From NATHPO (National Association of Tribal Historical Preservation Officers):
To the Navajo, the mammoth figured prominently in their story of creation. Changing Woman (Asdzaa nádleehé) married the Sun and bore two sons, twins, and heroes to the Navajo people. They were known as "Monster Slayer" and "Child-Born-of-Water". The twins traveled to their father the Sun who gave them weapons of lighting bolts to fight the dreaded “monsters.”
Native Americans have a specific way of revealing their historical knowledge. Their oral stories are often embellished with interactions between historical events and supernatural beings. In 1762, the Shawnee told John Wright about the big stone skeletons found along the Ohio River. They said the bones belonged to an immense animal, the "father of all buffalo," which had been hunted by "great and strong men" of the distant past. But the Great Spirit destroyed the huge animals with lightning. The Delaware elders told Thomas Jefferson a similar story; only they claimed that the gigantic animals were driving away smaller game, like deer and bear. This angered their god, who blasted the great beasts with lightning.

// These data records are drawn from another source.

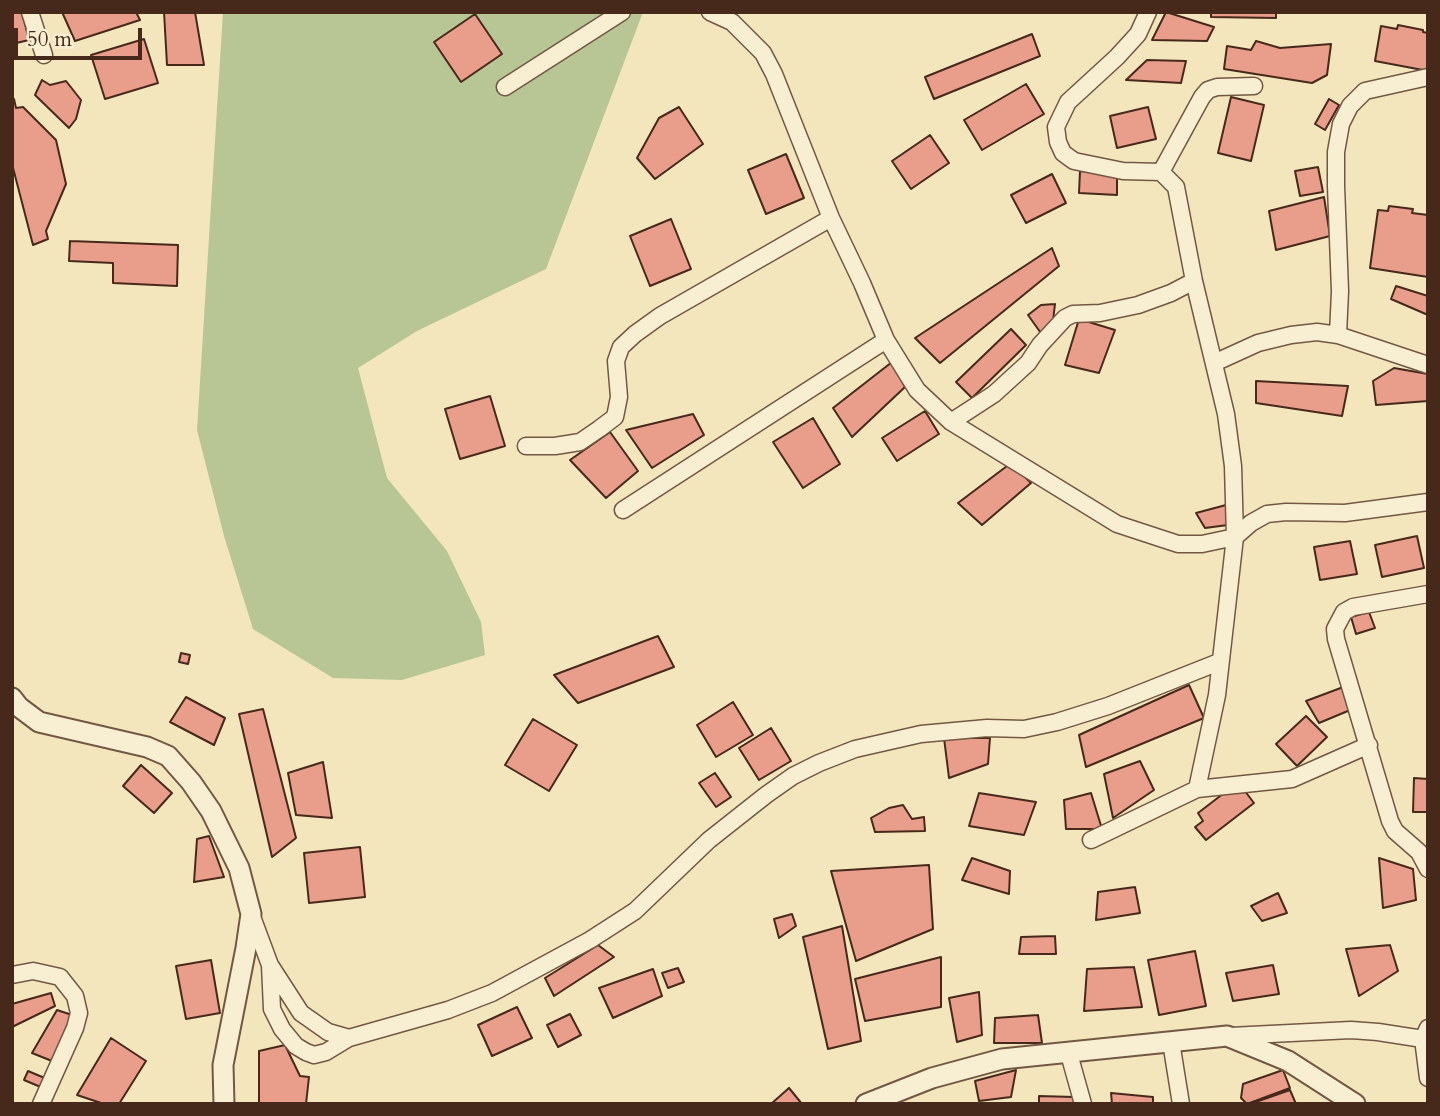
<!DOCTYPE html>
<style>
body{margin:0}
#map{position:relative;width:1440px;height:1116px;overflow:hidden;background:#f4e6bc;font-family:Cardo,serif}
canvas{display:block}
.frame{position:absolute;inset:0;border:14px solid #47291b;pointer-events:none}
.scale{position:absolute;left:14px;top:28px;width:128px;height:32px;box-sizing:border-box;border:4px solid #47291b;border-top:0;padding-left:9px;font-size:21px;line-height:24px;white-space:nowrap;color:#47291b;-webkit-text-stroke:5px #f8efd3;paint-order:stroke}
</style>
<div id="map">
<canvas width="1440" height="1116"></canvas>
<div class="frame"></div>
<div class="scale">50 m</div>
</div>
<script>
const g = document.querySelector('canvas').getContext('2d');
g.lineJoin = 'round';
function fillPath(path, color) {
  g.fillStyle = color;
  g.fill(path, 'evenodd');
}
function toPath(rows) {
  const path = new Path2D();
  for (const r of rows) {
    path.moveTo(r[0], r[1]);
    for (let i = 2; i < r.length; i += 2) path.lineTo(r[i], r[i + 1]);
  }
  return path;
}
function trace(path, color, width, dash) {
  g.strokeStyle = color;
  g.lineWidth = width;
  g.lineCap = dash ? 'butt' : 'round';
  g.setLineDash(dash || []);
  g.stroke(path);
}
fillPath(toPath([
 [223,12,643,12,546,269,417,331,358,368,387,478,447,551,481,622,485,655,402,680,333,678,253,629,224,536,197,430]
]), '#b7c694');
const building = toPath([
 [12,12,22,12,29,40,12,44,12,12],
 [62,12,136,12,140,20,75,41,62,12],
 [164,12,195,12,204,65,167,65,164,12],
 [1166,12,1214,27,1207,41,1152,40,1166,12],
 [1211,12,1276,12,1276,18,1211,17,1211,12],
 [475,14,502,54,461,82,434,42,475,14],
 [1398,25,1423,30,1423,32,1428,33,1428,71,1375,61,1381,26,1397,29,1398,25],
 [1032,34,1040,56,934,99,925,77,1032,34],
 [144,39,158,83,105,99,91,55,144,39],
 [1256,41,1280,48,1331,44,1327,75,1312,83,1224,69,1227,46,1251,50,1256,41],
 [1147,60,1186,61,1181,83,1126,80,1147,60],
 [42,80,50,85,66,81,81,100,76,119,69,128,35,95,42,80],
 [1026,84,1044,114,982,150,964,120,1026,84],
 [1231,97,1264,105,1251,161,1218,153,1231,97],
 [12,99,14,99,16,108,23,107,56,140,66,184,46,231,48,239,33,245,12,164,12,99],
 [1329,99,1339,105,1325,130,1315,124,1329,99],
 [679,107,703,144,655,179,637,158,659,118,679,107],
 [1148,107,1156,139,1117,148,1110,116,1148,107],
 [930,135,949,163,911,189,892,161,930,135],
 [786,154,804,198,766,214,748,170,786,154],
 [1318,167,1323,192,1300,196,1295,171,1318,167],
 [1080,171,1117,172,1117,195,1079,193,1080,171],
 [1052,174,1066,203,1026,223,1011,195,1052,174],
 [1324,197,1330,236,1276,250,1269,211,1324,197],
 [1389,206,1413,209,1412,213,1428,215,1428,277,1370,268,1378,210,1388,211,1389,206],
 [671,219,691,269,650,286,630,236,671,219],
 [70,241,178,245,177,286,113,283,113,263,69,261,70,241],
 [1052,248,1059,266,940,363,915,338,1052,248],
 [1396,286,1428,296,1428,315,1391,299,1396,286],
 [1055,304,1053,321,1043,336,1028,315,1041,305,1055,304],
 [1079,319,1115,330,1099,373,1065,365,1079,319],
 [1011,329,1026,345,972,398,956,382,1011,329],
 [892,362,905,387,852,437,833,408,892,362],
 [1394,368,1428,374,1428,401,1376,405,1373,381,1394,368],
 [1256,381,1348,386,1342,416,1256,403,1256,381],
 [490,396,505,446,460,459,445,409,490,396],
 [925,411,939,434,897,461,882,438,925,411],
 [693,414,704,435,652,468,626,430,693,414],
 [813,418,840,464,803,488,773,442,813,418],
 [610,432,638,471,606,498,570,460,610,432],
 [1011,463,1031,483,982,525,958,503,1011,463],
 [1226,505,1228,525,1205,528,1196,513,1226,505],
 [1417,536,1424,568,1382,577,1375,545,1417,536],
 [1350,541,1357,574,1320,580,1314,547,1350,541],
 [1369,612,1375,628,1356,634,1351,617,1369,612],
 [658,636,674,667,578,703,554,675,658,636],
 [181,653,190,655,188,664,179,662,181,653],
 [1189,685,1204,718,1086,767,1079,735,1189,685],
 [1346,686,1355,708,1319,723,1306,701,1346,686],
 [186,697,225,718,214,745,170,722,186,697],
 [733,702,753,735,716,757,697,725,733,702],
 [263,709,296,838,272,857,239,714,263,709],
 [1306,716,1327,737,1297,766,1276,744,1306,716],
 [533,719,577,745,549,791,505,765,533,719],
 [771,728,791,761,759,780,739,748,771,728],
 [944,738,990,738,988,764,949,778,944,738],
 [1140,761,1154,790,1113,818,1104,774,1140,761],
 [323,762,332,818,296,815,288,773,323,762],
 [141,765,172,793,154,813,123,786,141,765],
 [715,773,731,797,716,807,699,783,715,773],
 [1414,778,1428,779,1428,812,1413,812,1414,778],
 [1241,786,1254,803,1206,840,1195,827,1203,821,1198,813,1228,790,1231,794,1241,786],
 [979,793,1036,802,1024,835,969,826,979,793],
 [1091,793,1102,829,1066,829,1064,800,1091,793],
 [903,805,912,819,924,817,925,831,875,832,871,818,889,808,903,805],
 [209,836,224,877,194,882,197,839,209,836],
 [360,847,365,897,309,903,304,853,360,847],
 [972,858,1010,871,1009,894,962,880,972,858],
 [1379,858,1413,869,1416,900,1383,908,1379,858],
 [929,865,933,929,856,961,831,871,929,865],
 [1135,887,1140,913,1096,920,1098,892,1135,887],
 [1278,893,1287,913,1262,921,1251,906,1278,893],
 [792,914,796,926,779,938,774,919,792,914],
 [842,926,861,1041,828,1049,803,937,842,926],
 [1055,936,1056,954,1019,954,1021,937,1055,936],
 [598,945,614,957,554,996,545,978,598,945],
 [1390,945,1398,971,1359,996,1346,949,1390,945],
 [1195,951,1206,1006,1159,1015,1148,960,1195,951],
 [941,957,941,1007,865,1021,855,979,941,957],
 [211,960,220,1013,186,1019,176,966,211,960],
 [1273,965,1279,994,1233,1001,1226,973,1273,965],
 [1134,967,1142,1007,1084,1011,1087,969,1134,967],
 [678,968,684,982,668,988,662,973,678,968],
 [653,969,662,996,613,1018,599,988,653,969],
 [979,992,982,1035,957,1042,949,998,979,992],
 [51,993,55,1006,12,1027,12,1004,51,993],
 [517,1007,532,1038,492,1056,478,1025,517,1007],
 [57,1010,75,1016,57,1063,32,1053,57,1010],
 [570,1014,581,1035,558,1047,547,1025,570,1014],
 [1038,1015,1042,1043,994,1043,995,1018,1038,1015],
 [111,1038,146,1061,119,1104,104,1104,77,1095,111,1038],
 [285,1045,300,1076,309,1077,306,1104,259,1104,259,1051,285,1045],
 [1016,1070,1011,1097,979,1101,975,1081,1016,1070],
 [1283,1070,1290,1088,1247,1104,1241,1098,1243,1084,1283,1070],
 [28,1071,47,1079,43,1088,24,1080,28,1071],
 [789,1088,802,1104,771,1104,789,1088],
 [1290,1090,1296,1104,1250,1104,1290,1090],
 [1111,1093,1153,1097,1153,1104,1112,1104,1111,1093],
 [1039,1096,1074,1097,1074,1104,1039,1104,1039,1096]
]);
fillPath(building, '#e99d8b');
trace(building, '#47291b', 2);
const minor = toPath([
 [30,12,44,55],
 [710,12,732,22,763,53,774,74,831,218,862,283,886,340,917,390,951,422,1117,524,1178,544,1202,544,1235,537,1251,523,1267,514,1286,512,1345,513,1428,502],
 [1148,12,1138,34,1117,57,1068,102,1056,127,1058,142,1063,153,1074,161,1123,171,1161,172,1176,187,1194,281,1226,414,1233,466,1235,537,1217,695,1197,789,1292,779,1369,745],
 [505,87,622,12],
 [1161,172,1202,97,1208,90,1217,87,1254,86],
 [1338,335,1428,365],
 [1214,363,1258,343,1291,335,1317,332,1338,335,1340,291,1336,186,1336,152,1341,124,1350,106,1365,91,1428,77],
 [951,422,994,394,1028,363,1040,345,1065,318,1073,314,1100,313,1138,305,1171,293,1194,281],
 [526,446,555,446,580,442,599,429,615,417,619,397,616,361,621,347,635,334,660,316,831,218],
 [623,510,886,340],
 [1428,594,1353,607,1344,612,1335,629,1336,639,1390,821,1395,831,1419,852,1428,869],
 [1091,840,1197,789],
 [251,914,270,965,301,1013,328,1032,349,1038],
 [270,965,272,1009,282,1029,296,1046,306,1052,314,1055,326,1052,349,1038,448,1010,492,993,590,940,635,911,709,840,766,795,793,776,819,763,855,749,921,734,987,728,1024,729,1057,722,1108,706,1219,662],
 [12,975,33,971,60,977,75,996,79,1013,75,1028,41,1104],
 [1428,1028,1423,1039,1428,1078],
 [1230,1036,1351,1030,1378,1032,1423,1039],
 [1171,1042,1181,1104],
 [1069,1054,1083,1104]
]);
const tertiary = toPath([
 [12,698,19,707,39,722,147,747,168,756,191,782,211,811,239,868,251,914,246,948,223,1065,224,1104],
 [866,1104,932,1078,1002,1059,1227,1036,1288,1061,1355,1104]
]);
trace(minor, '#725843', 19);
trace(tertiary, '#725843', 23);
trace(minor, '#f8efd3', 16);
trace(tertiary, '#f8efd3', 19);
</script>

Only their petrified bones were left, although some thought that the huge animals escaped to the far north.
How much is later myths to explain the origin of mammoth bones and how much is actual oral history regarding mammoths is hard to determine now. In other words, the narrative may be recent enough for the fossils of the present to be interpreted, or old enough to explain how they got there. I'm sure someone more knowledgeable than me will be able to come up with a more comprenehsive answer though.
There exists a hypothesis that a mythical monster of Australian Aboriginals called bunyip may be a cultural memory of extinct giant marsupials such as the Diprotodon, Zygomaturus, Nototherium or Palorchestes.
I read a hypothesis that gold-horned deer from Slavic folk tales may be a memory of now extinct Irish elk, based on the golden color of its antlers, and being described as very large (in a ritual poem, described as carrying a man and a woman in its antlers). Sorry, could not find the source for the life of me.